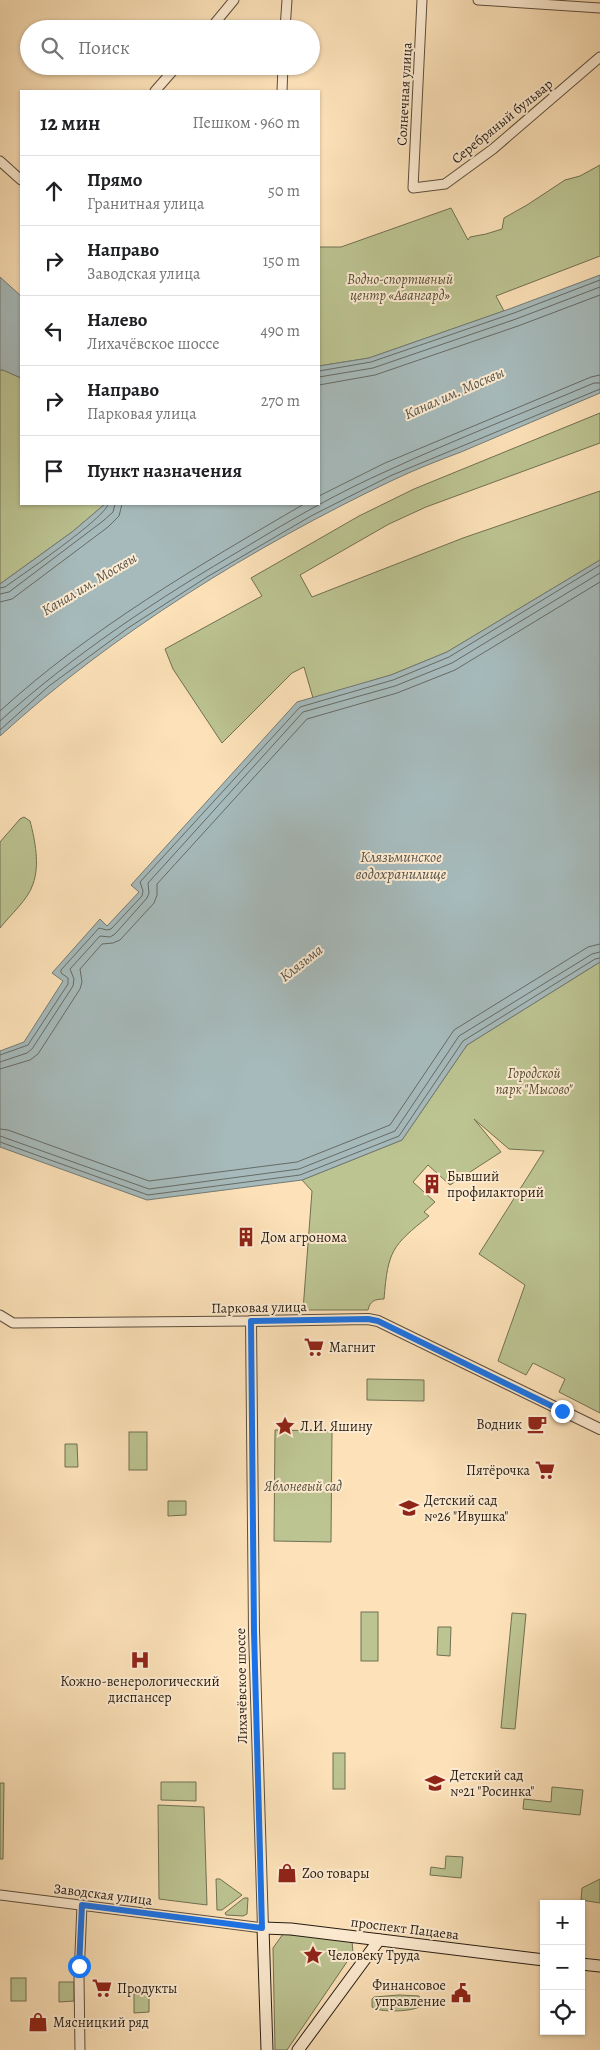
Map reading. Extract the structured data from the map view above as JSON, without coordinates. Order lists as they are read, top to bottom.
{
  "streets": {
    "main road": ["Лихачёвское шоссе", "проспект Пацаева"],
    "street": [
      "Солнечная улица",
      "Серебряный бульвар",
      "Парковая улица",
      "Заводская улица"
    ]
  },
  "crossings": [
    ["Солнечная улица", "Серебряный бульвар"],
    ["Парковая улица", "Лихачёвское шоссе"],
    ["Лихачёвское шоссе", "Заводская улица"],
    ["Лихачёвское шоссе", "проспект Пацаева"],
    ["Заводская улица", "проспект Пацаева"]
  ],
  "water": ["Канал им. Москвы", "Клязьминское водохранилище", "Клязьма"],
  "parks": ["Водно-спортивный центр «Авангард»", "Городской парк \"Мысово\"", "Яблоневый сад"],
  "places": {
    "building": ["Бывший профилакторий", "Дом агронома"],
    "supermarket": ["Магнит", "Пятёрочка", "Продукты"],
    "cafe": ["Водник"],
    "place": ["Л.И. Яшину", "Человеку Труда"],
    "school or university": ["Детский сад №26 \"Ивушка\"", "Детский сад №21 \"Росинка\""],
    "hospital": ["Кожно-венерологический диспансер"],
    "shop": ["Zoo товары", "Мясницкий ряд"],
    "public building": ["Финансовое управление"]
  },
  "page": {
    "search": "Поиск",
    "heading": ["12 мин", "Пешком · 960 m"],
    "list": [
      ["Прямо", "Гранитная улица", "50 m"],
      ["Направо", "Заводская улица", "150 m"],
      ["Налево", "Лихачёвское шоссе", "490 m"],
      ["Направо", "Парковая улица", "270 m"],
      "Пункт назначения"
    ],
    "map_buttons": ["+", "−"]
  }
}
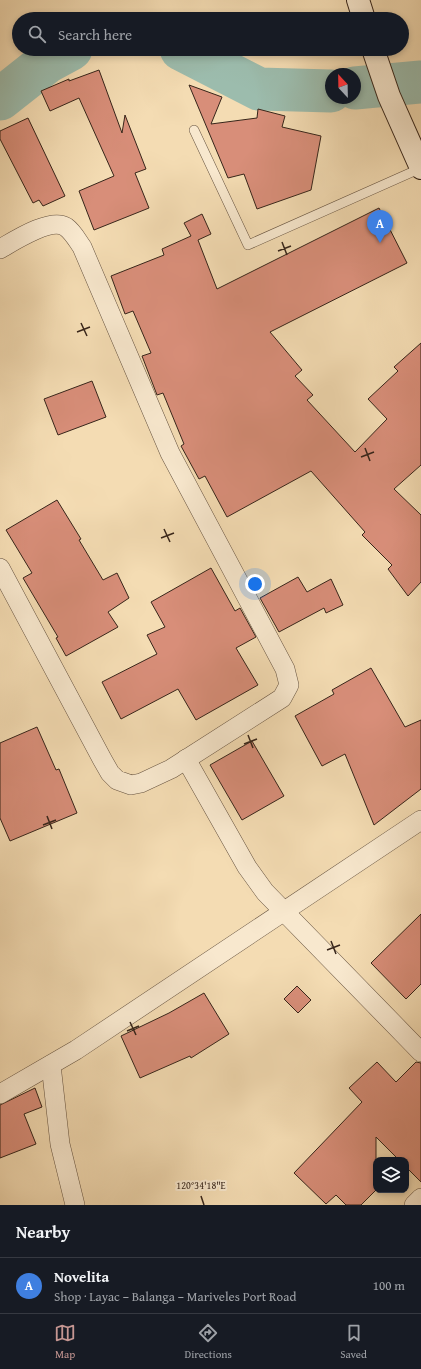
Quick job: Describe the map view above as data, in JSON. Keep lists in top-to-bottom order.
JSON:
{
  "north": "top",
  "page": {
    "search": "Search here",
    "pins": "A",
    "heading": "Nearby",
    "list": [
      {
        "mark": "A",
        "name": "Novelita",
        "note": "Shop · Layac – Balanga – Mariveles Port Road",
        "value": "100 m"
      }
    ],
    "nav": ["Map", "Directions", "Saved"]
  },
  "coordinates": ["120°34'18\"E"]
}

┄┄┄┄┄┄┄┄┄┄┄┄┄┄┄┄┄┄┄┄

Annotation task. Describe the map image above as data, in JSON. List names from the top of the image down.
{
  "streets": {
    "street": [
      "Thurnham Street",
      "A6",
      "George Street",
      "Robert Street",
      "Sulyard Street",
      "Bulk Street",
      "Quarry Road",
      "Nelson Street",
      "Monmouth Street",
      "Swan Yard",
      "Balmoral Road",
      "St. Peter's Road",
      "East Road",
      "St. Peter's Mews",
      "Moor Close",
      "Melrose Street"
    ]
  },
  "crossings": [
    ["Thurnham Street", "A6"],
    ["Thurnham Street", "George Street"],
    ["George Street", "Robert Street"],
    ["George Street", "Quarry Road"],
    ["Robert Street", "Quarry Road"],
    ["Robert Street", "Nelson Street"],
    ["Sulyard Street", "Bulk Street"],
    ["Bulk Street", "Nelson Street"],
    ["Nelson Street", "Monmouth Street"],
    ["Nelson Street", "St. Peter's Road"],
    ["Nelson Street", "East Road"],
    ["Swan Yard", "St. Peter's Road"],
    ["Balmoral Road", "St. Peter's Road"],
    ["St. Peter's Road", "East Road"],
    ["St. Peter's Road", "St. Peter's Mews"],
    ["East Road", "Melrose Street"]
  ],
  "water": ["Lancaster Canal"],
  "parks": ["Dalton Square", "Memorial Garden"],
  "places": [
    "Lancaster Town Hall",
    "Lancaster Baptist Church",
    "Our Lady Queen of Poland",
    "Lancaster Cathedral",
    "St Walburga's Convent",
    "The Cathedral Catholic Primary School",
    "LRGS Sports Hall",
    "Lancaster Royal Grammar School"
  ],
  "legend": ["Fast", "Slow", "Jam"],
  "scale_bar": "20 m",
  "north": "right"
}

┄┄┄┄┄┄┄┄┄┄┄┄┄┄┄┄┄┄┄┄

**TASK**
Only the lines holding "Солнечная" are wanted, so copy each of them from the material.

**EXERCISE ANSWER**
      "Солнечная улица",
    ["Солнечная улица", "Серебряный бульвар"],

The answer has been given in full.